▶ **WORK TO COMPLETE**:
Take the data below and copy exactly the lines starting at the one with "function paint(path, color)" and finishing at the one with "M61,931L93,961L59,998L27,969Z", both included.

__________

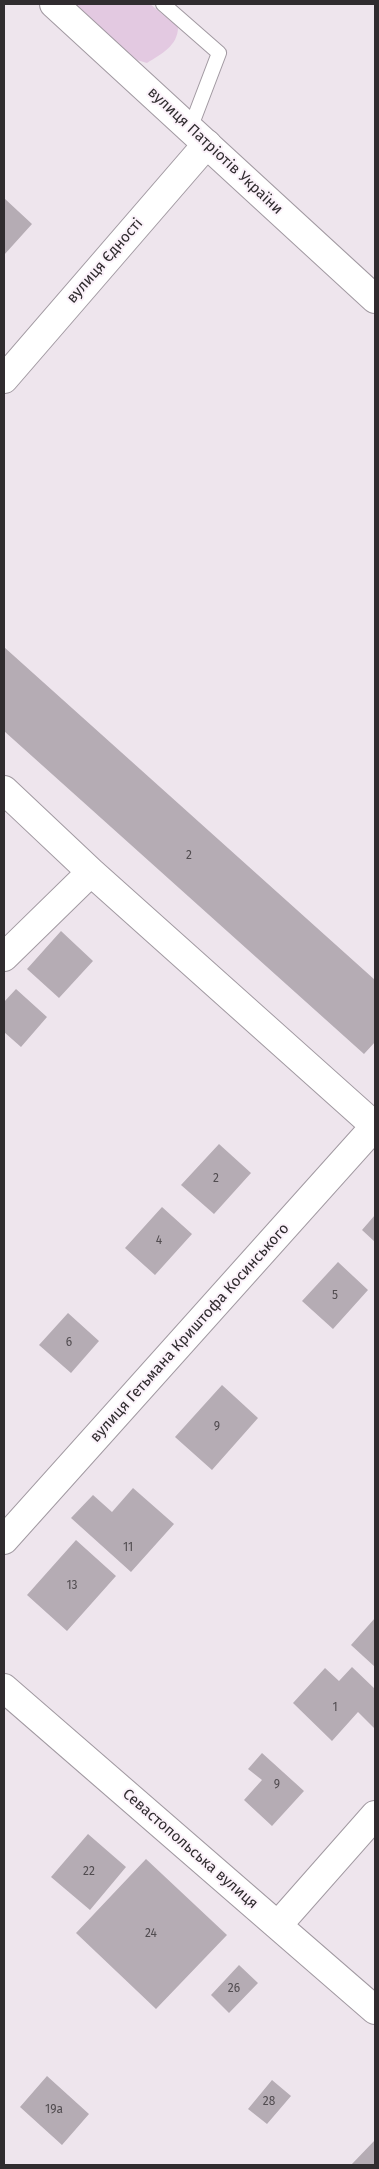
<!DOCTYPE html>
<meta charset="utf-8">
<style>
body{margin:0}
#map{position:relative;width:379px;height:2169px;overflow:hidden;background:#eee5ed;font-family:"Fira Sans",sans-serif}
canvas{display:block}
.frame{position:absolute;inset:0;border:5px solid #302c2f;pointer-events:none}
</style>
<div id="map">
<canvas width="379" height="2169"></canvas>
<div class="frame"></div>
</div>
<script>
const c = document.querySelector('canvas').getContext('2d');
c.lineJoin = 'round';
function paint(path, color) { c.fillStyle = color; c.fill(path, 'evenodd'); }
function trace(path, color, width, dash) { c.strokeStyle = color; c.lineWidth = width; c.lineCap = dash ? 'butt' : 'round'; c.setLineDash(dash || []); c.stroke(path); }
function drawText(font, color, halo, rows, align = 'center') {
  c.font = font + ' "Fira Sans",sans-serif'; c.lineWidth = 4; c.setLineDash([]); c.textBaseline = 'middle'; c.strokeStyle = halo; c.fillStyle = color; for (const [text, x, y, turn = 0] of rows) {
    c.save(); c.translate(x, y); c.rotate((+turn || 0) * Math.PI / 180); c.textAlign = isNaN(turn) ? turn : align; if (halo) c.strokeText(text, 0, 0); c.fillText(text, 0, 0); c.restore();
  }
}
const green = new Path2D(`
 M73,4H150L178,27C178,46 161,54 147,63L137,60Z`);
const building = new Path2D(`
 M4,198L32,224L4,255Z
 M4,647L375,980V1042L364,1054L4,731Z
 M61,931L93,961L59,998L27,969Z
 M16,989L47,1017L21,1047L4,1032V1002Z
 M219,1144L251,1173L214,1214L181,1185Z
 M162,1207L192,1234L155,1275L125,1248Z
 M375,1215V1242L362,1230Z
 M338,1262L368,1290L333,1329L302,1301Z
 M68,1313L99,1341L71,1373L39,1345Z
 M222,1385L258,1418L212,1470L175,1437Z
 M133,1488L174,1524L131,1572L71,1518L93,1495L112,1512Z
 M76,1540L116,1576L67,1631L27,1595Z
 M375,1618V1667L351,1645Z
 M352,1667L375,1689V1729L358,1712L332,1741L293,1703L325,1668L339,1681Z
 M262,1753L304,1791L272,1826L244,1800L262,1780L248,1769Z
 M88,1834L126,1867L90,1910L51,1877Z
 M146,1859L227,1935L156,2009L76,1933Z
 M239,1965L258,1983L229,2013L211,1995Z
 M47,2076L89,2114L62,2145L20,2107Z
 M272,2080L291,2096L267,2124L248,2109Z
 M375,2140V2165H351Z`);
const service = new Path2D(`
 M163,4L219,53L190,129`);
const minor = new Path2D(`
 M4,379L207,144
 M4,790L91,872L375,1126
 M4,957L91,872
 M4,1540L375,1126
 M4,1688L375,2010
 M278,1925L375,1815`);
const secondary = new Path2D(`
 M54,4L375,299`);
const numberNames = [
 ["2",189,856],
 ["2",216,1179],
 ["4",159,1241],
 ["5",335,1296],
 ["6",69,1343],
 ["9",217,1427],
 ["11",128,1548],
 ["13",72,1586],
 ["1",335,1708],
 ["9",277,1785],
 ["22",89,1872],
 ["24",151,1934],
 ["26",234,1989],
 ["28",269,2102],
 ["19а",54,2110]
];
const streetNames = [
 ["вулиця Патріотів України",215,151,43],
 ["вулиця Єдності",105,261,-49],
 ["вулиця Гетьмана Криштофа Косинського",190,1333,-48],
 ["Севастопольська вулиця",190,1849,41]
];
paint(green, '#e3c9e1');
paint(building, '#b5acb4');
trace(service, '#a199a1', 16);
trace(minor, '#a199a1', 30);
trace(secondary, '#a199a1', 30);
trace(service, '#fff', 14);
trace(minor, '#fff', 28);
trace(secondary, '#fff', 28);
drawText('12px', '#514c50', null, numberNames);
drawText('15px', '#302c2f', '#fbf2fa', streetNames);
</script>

__________

▶ **ANSWER BOX**:
function paint(path, color) { c.fillStyle = color; c.fill(path, 'evenodd'); }
function trace(path, color, width, dash) { c.strokeStyle = color; c.lineWidth = width; c.lineCap = dash ? 'butt' : 'round'; c.setLineDash(dash || []); c.stroke(path); }
function drawText(font, color, halo, rows, align = 'center') {
  c.font = font + ' "Fira Sans",sans-serif'; c.lineWidth = 4; c.setLineDash([]); c.textBaseline = 'middle'; c.strokeStyle = halo; c.fillStyle = color; for (const [text, x, y, turn = 0] of rows) {
    c.save(); c.translate(x, y); c.rotate((+turn || 0) * Math.PI / 180); c.textAlign = isNaN(turn) ? turn : align; if (halo) c.strokeText(text, 0, 0); c.fillText(text, 0, 0); c.restore();
  }
}
const green = new Path2D(`
 M73,4H150L178,27C178,46 161,54 147,63L137,60Z`);
const building = new Path2D(`
 M4,198L32,224L4,255Z
 M4,647L375,980V1042L364,1054L4,731Z
 M61,931L93,961L59,998L27,969Z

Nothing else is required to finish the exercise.